Exercise inputs:

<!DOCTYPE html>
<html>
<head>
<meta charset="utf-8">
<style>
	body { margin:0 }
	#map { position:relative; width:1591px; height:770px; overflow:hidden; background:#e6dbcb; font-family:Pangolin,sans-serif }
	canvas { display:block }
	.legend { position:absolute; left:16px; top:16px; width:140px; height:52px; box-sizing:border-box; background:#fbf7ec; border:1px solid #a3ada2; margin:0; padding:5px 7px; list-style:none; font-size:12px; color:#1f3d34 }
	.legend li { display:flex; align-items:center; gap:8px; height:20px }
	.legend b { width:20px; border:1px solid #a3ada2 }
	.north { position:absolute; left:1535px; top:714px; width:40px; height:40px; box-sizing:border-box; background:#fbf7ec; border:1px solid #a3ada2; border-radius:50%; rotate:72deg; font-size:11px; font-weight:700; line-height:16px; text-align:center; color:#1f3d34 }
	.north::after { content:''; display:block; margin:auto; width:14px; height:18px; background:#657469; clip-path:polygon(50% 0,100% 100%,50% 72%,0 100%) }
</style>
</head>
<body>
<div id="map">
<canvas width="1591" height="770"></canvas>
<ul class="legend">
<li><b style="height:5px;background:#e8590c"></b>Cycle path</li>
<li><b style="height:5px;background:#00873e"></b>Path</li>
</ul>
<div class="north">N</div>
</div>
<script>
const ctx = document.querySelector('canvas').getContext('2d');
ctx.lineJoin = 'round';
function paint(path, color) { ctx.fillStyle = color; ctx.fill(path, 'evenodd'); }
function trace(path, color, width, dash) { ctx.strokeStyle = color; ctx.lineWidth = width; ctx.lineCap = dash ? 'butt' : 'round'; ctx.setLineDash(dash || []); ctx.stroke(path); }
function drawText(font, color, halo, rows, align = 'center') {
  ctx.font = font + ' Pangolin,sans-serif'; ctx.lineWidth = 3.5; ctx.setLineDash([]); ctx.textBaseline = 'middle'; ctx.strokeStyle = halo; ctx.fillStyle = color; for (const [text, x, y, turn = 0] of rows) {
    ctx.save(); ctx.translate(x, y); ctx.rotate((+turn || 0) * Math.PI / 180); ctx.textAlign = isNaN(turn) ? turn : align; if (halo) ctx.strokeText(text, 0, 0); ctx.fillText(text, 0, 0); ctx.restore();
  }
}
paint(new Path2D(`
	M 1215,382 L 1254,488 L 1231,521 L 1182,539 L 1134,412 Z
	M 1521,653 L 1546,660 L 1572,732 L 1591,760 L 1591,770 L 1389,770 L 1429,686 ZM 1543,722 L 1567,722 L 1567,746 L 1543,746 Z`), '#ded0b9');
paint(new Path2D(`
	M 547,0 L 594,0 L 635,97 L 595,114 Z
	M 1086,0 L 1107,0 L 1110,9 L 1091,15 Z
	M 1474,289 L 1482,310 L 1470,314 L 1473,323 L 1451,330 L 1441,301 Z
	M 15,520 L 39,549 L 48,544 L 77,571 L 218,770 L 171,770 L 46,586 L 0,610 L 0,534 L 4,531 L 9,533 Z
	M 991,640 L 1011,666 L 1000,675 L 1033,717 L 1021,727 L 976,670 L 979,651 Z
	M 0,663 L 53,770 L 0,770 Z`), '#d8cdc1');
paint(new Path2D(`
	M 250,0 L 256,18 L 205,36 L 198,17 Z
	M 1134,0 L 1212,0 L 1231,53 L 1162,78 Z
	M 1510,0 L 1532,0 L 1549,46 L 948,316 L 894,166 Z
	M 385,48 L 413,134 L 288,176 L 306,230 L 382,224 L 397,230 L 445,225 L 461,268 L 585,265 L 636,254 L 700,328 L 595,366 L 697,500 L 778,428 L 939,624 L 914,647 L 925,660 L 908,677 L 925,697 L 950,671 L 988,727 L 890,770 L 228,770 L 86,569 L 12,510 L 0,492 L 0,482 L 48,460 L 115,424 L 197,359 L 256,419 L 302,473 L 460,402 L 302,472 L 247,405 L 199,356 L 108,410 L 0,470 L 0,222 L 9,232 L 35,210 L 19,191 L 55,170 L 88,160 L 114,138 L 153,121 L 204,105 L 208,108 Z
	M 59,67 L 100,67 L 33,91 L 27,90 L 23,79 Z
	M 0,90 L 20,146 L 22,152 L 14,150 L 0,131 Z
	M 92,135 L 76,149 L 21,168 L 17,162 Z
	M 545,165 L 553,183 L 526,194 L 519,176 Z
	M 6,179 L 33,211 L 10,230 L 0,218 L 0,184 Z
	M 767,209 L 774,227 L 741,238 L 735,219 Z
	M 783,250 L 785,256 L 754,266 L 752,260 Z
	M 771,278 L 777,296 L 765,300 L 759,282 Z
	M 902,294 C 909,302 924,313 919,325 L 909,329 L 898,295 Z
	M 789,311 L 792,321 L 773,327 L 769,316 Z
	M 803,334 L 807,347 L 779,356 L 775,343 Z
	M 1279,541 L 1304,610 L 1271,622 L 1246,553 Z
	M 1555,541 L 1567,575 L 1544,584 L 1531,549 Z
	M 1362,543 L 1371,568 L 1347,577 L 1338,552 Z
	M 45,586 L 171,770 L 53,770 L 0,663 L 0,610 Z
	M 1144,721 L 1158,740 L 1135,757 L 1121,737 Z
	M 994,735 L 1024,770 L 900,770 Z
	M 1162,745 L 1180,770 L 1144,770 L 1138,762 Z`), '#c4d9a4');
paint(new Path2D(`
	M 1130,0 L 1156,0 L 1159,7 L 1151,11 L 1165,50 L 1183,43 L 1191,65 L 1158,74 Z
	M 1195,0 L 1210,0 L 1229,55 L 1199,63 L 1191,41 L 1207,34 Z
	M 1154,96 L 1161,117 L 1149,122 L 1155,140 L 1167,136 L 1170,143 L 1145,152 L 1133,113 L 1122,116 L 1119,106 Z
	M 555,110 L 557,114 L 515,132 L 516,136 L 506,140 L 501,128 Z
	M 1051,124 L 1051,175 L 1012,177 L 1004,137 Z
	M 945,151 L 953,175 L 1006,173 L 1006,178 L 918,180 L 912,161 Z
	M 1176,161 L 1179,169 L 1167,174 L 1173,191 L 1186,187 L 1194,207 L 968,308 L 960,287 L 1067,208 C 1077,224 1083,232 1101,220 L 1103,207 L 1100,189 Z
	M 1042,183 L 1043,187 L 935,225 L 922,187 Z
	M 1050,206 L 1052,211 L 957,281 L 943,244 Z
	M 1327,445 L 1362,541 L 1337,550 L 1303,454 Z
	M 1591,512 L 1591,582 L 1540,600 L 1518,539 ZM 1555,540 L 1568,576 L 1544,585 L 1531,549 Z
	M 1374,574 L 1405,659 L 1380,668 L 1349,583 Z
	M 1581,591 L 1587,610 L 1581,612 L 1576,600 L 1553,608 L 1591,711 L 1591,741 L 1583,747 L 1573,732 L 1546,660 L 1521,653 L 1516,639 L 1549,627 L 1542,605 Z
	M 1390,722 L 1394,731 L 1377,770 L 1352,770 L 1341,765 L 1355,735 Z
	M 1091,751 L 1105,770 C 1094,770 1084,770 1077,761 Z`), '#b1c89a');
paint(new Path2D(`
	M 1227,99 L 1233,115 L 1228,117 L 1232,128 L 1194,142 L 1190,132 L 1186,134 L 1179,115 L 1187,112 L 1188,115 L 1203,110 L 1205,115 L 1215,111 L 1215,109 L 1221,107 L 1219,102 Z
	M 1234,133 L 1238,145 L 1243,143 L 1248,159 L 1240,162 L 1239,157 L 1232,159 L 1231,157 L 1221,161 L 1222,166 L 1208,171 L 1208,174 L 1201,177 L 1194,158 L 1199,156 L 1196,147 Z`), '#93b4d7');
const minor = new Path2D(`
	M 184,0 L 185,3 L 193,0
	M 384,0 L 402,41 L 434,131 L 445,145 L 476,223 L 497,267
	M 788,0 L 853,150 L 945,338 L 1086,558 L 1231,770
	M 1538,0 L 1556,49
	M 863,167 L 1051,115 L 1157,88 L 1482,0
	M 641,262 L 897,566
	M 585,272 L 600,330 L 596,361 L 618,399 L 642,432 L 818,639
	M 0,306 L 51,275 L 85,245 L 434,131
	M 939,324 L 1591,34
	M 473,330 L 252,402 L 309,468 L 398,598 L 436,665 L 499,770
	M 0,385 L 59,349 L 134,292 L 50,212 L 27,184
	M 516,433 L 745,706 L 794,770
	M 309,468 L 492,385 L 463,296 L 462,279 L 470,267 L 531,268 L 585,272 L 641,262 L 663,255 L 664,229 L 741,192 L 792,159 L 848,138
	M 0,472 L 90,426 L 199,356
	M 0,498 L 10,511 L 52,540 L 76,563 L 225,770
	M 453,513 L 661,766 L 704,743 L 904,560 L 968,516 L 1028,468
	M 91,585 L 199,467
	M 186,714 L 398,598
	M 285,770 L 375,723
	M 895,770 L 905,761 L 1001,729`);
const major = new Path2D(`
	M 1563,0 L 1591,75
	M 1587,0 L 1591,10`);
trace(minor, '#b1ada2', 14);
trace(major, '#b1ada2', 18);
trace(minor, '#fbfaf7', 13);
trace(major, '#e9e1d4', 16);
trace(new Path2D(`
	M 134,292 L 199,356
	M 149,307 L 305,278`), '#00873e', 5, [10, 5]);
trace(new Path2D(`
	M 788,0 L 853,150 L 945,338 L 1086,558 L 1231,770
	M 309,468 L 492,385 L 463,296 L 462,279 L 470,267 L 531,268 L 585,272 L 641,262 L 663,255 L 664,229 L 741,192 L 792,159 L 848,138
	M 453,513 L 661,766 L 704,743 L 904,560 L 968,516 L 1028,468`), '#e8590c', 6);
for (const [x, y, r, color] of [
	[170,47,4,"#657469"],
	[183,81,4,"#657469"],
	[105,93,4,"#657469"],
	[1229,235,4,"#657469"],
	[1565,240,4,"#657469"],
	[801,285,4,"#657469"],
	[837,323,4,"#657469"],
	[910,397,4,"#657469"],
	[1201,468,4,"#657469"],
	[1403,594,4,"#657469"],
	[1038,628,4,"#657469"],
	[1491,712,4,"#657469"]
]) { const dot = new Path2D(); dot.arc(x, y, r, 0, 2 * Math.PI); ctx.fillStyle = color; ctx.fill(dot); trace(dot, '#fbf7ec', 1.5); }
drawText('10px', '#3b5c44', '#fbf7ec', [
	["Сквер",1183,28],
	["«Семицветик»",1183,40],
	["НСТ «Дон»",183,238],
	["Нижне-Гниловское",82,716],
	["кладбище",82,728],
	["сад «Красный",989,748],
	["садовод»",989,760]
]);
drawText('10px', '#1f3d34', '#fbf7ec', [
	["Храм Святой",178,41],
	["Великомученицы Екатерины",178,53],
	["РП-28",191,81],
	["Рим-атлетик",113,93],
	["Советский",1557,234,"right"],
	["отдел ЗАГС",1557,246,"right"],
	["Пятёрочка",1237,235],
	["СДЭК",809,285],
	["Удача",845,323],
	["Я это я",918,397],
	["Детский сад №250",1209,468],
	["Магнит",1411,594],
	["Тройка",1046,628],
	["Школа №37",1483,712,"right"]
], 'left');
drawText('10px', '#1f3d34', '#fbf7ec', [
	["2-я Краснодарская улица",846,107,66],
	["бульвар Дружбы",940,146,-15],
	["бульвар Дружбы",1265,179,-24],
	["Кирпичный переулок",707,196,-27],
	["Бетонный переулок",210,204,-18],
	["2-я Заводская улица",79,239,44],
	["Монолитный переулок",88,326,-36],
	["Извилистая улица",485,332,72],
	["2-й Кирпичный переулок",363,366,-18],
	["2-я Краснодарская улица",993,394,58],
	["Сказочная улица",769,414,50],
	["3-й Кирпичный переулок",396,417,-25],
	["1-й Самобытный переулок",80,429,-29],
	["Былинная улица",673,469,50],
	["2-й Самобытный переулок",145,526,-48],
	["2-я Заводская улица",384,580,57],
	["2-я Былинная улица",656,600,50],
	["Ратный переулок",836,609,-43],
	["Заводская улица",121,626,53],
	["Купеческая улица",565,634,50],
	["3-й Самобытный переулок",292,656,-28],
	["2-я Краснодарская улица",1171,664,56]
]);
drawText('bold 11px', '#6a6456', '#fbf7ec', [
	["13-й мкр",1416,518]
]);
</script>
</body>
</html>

Instructions for the task: Repeat exactly the lines of the material above, taking the first line, the line with "width:20px; border:1px solid", and every line between them.

Task response:
<!DOCTYPE html>
<html>
<head>
<meta charset="utf-8">
<style>
	body { margin:0 }
	#map { position:relative; width:1591px; height:770px; overflow:hidden; background:#e6dbcb; font-family:Pangolin,sans-serif }
	canvas { display:block }
	.legend { position:absolute; left:16px; top:16px; width:140px; height:52px; box-sizing:border-box; background:#fbf7ec; border:1px solid #a3ada2; margin:0; padding:5px 7px; list-style:none; font-size:12px; color:#1f3d34 }
	.legend li { display:flex; align-items:center; gap:8px; height:20px }
	.legend b { width:20px; border:1px solid #a3ada2 }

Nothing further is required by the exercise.